FIG. 3 a depicts the method steps performed by a method for error correction in speech recognition according to the first aspect of the present invention. These steps may for instance be performed by the components of device 1 (see FIG. 1) under control of CPU 100 of device 1.
In a first step 301, an input speech sequence is received by audio I/F 102 of device 1 (see FIG. 1) either from microphone 103 or from an external input 104. Said input speech sequence may for instance represent one complete sentence spoken by a user of device 1 in a mobile dictation application. Said sentence then may be put into a message such as for instance an SMS message or an email message and transmitted to a remote receiver. In a second step 302, speech recognition is performed on said input speech sequence to obtain a sequence of words. This is performed by CPU 100 by executing speech recognition software 1012 stored in memory 101. In a third step 303, CPU 100 then determines the words in the sequence of words obtained from speech recognition that shall be emphasized during presentation, by executing application software 1011 stored in memory 101. Apparently, steps 302 and 303 thus reflect the functionality of the speech recognition unit 2 a that was explained with reference to FIG. 2 a above.
In a step 304, the sequence of words is then presented to a user, wherein in said presentation, the words that were destined to be emphasized in step 303 are emphasized. This presentation is triggered by CPU 100 of device 1 (see FIG. 1) and, under control of display controller 105, performed by display 106.

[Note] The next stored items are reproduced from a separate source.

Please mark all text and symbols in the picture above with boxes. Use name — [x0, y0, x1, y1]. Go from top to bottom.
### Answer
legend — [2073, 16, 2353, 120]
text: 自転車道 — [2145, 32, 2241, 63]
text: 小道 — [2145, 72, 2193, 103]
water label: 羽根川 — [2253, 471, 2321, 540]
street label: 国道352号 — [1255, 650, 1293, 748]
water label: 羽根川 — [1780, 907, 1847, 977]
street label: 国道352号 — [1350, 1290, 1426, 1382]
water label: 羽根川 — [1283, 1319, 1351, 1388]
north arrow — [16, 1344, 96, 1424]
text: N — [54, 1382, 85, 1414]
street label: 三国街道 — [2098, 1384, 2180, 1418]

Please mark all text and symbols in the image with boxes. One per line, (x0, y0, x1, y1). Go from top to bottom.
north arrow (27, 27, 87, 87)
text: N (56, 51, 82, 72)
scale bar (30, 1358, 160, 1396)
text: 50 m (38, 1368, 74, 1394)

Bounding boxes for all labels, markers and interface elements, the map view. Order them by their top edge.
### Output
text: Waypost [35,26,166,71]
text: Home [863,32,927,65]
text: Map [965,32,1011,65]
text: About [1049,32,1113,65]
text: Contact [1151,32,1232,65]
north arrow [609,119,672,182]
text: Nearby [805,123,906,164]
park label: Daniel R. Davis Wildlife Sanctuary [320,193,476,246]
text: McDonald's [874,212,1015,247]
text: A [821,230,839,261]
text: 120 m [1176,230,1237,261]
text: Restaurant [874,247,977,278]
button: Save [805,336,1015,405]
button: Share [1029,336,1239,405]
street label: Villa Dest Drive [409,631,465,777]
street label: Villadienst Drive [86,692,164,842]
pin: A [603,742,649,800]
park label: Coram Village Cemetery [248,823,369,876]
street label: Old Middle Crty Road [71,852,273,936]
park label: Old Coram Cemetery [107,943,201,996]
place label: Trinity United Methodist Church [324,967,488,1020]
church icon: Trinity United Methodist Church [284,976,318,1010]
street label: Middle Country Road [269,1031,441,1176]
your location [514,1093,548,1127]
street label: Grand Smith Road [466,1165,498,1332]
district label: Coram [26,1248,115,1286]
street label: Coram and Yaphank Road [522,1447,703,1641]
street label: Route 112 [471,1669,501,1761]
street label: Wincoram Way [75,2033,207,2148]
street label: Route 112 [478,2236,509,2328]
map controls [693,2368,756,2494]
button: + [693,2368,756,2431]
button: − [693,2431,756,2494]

FIG. 4 depicts how such a presentation of a sequence of words 4 with one emphasized word on display 106 (see FIG. 1) could look like. The sequence of words 4 is a sentence that comprises five words, wherein the third word (Word3) is furnished with an emphasizing dashed frame 40. For this example, it was assumed that the word with the smallest recognition confidence value among all the words in the word sequence shall be emphasized in order to draw a user's attention to this potentially erroneously recognized word. Furthermore, in the example of FIG. 4, it is assumed that the dashed frame 40 is not only meant for emphasizing, but also represents a selector, which can be moved by a user in order to select words that are erroneously recognized and thus need correction. Said movement may for instance be performed word-by-word by means of a joystick or by arrow keys, and selection then may be performed by pressing a dedicated button or key (which may for instance be integrated into or implemented by said joystick itself). By automatically placing such a selector on the word with the lowest recognition confidence value (Word3 in the present example), instead of placing the selector on the first word (Word1) in said sequence of words 4, the probability that less movements of the selector are required until an erroneously recognized word can be selected is vastly reduced, and, consequently, a faster and more efficient error correction becomes possible.
FIG. 5 depicts a second example of a presentation of a sequence of words (a complete sentence) 5 with two emphasized words (Word3 and Word5). Both words are emphasized by an underline. For this example, it was assumed that all words in said sequence of words 5 that are associated with a recognition confidence value below a certain threshold shall be emphasized in order to alert a user that said emphasized words may potentially be erroneously recognized and thus may require special control. Apparently, this also speeds up error correction, because a user's focus is directed to words that have, at least among the words in said sentence, the highest probability of being erroneously recognized. In the example of FIG. 5, it is of course, in addition to the underlining, possible to place a selector on the word with the lowest recognition confidence to speed up selection of words for correction.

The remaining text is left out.